La rétraction du réseau téléphonique constitue effectivement une réalité dans certaines zones ; il faut avoir à l'esprit que les réseaux évoluent comme des organismes vivants et que leur qualité peut se dégrader. C'est pourquoi nous avons lancé des « appels à problème », gérés à l'échelon local par les centres de ressources d'animation numérique territoriale (CRANT), à travers un guichet de couverture mobile ; les opérateurs de téléphonie mobile sont ainsi mis face à leurs responsabilités. Ce dispositif correspond mieux aux besoins concrets qu'un programme de couverture en téléphonie mobile lancé une fois tous les quinze ans – le dernier programme « zones blanches » remonte à 2003 ! Ces programmes deviennent très vite obsolètes, et leurs critères sont difficiles à réactualiser ; nous privilégions donc une politique de réactualisation au fil de l'eau, conduisant les opérateurs à résoudre les problèmes par eux-mêmes.

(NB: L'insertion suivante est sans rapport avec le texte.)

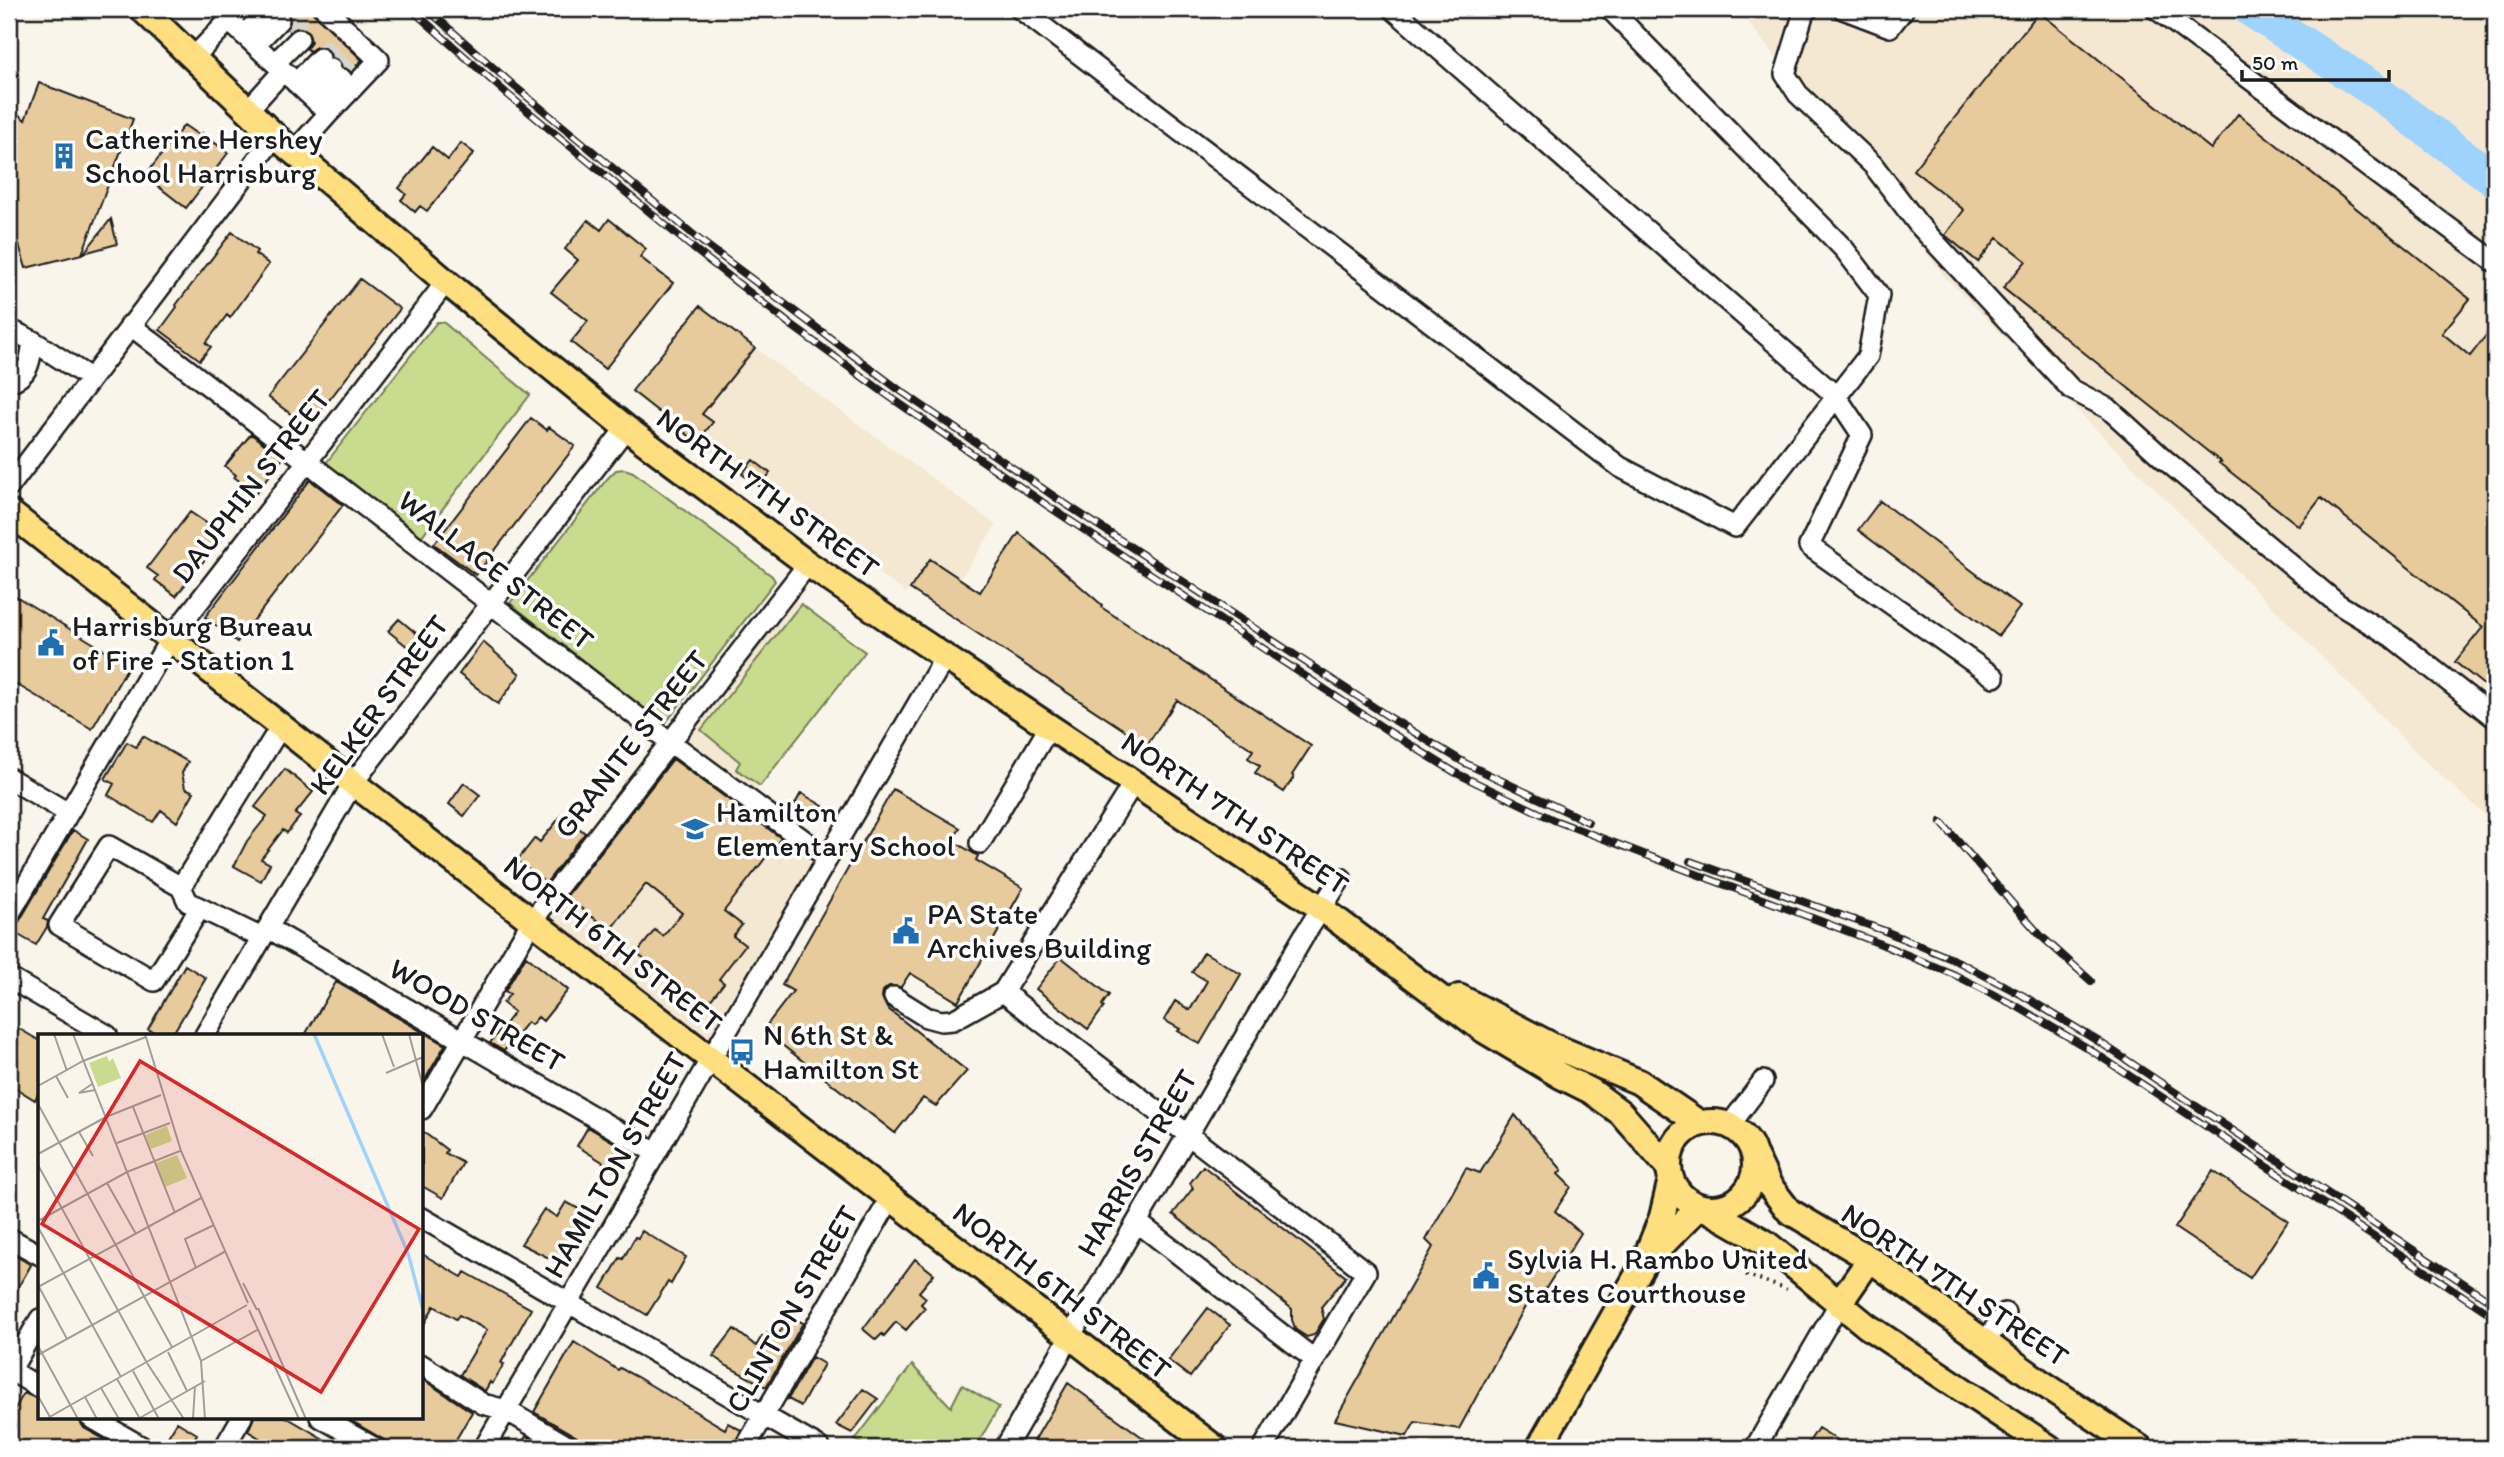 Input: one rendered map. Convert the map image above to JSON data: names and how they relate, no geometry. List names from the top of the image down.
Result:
{
  "streets": {
    "main road": ["NORTH 7TH STREET", "NORTH 6TH STREET"],
    "street": [
      "DAUPHIN STREET",
      "WALLACE STREET",
      "KELKER STREET",
      "GRANITE STREET",
      "WOOD STREET",
      "HARRIS STREET",
      "HAMILTON STREET",
      "CLINTON STREET"
    ]
  },
  "crossings": [
    ["DAUPHIN STREET", "NORTH 7TH STREET"],
    ["DAUPHIN STREET", "WALLACE STREET"],
    ["DAUPHIN STREET", "NORTH 6TH STREET"],
    ["NORTH 7TH STREET", "KELKER STREET"],
    ["NORTH 7TH STREET", "GRANITE STREET"],
    ["NORTH 7TH STREET", "HARRIS STREET"],
    ["NORTH 7TH STREET", "HAMILTON STREET"],
    ["WALLACE STREET", "KELKER STREET"],
    ["WALLACE STREET", "GRANITE STREET"],
    ["WALLACE STREET", "HAMILTON STREET"],
    ["KELKER STREET", "NORTH 6TH STREET"],
    ["KELKER STREET", "WOOD STREET"],
    ["GRANITE STREET", "NORTH 6TH STREET"],
    ["GRANITE STREET", "WOOD STREET"],
    ["NORTH 6TH STREET", "HARRIS STREET"],
    ["NORTH 6TH STREET", "HAMILTON STREET"],
    ["NORTH 6TH STREET", "CLINTON STREET"],
    ["WOOD STREET", "HAMILTON STREET"]
  ],
  "places": {
    "building": ["Catherine Hershey School Harrisburg"],
    "public building": ["Harrisburg Bureau of Fire - Station 1", "PA State Archives Building", "Sylvia H. Rambo United States Courthouse"],
    "school or university": ["Hamilton Elementary School"],
    "bus stop": ["N 6th St & Hamilton St"]
  },
  "scale_bar": "50 m"
}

J'insiste sur le fait que les solutions que j'ai présentées vont bien au-delà de la question des zones grises, qui se caractérisent par la présence d'un seul opérateur. Il sera proposé aux quatre opérateurs de mutualiser leurs équipements, dans le cadre du guichet de couverture mobile qui concernera 1 300 sites.

S'agissant de la contribution de solidarité numérique, la question est de savoir s'il est souhaitable de créer une nouvelle taxe, alors que les Français se plaignent de voir leur pouvoir d'achat diminuer : nous pourrions avoir ce débat, mais une telle mesure ne me paraît pas opportune. Le plan « France très haut débit » ainsi que la couverture numérique sont financés, et nous nous situons davantage aujourd'hui dans une phase d'exécution que de recherche de financements. Nous avons à coeur de faire venir les opérateurs vers les RIP et les pylônes, et la question du financement, particulièrement pour les réseaux fixes, se pose avec moins d'acuité que par le passé, en partie grâce aux engagements de l'État qui sont sans précédent.

Nous répondons très précisément au problème de la dégradation des réseaux de lignes téléphoniques fixes par des dispositions spécifiques introduites dans le projet de loi pour une République numérique, et issues d'une proposition de loi de M. André Chassaigne. Il ne faut évidemment pas attendre 2022 pour garantir que les services relevant du service universel soient correctement rendus. À cette fin, des enquêtes administratives ont été diligentées, et le régulateur a rendu un premier rapport le mois dernier.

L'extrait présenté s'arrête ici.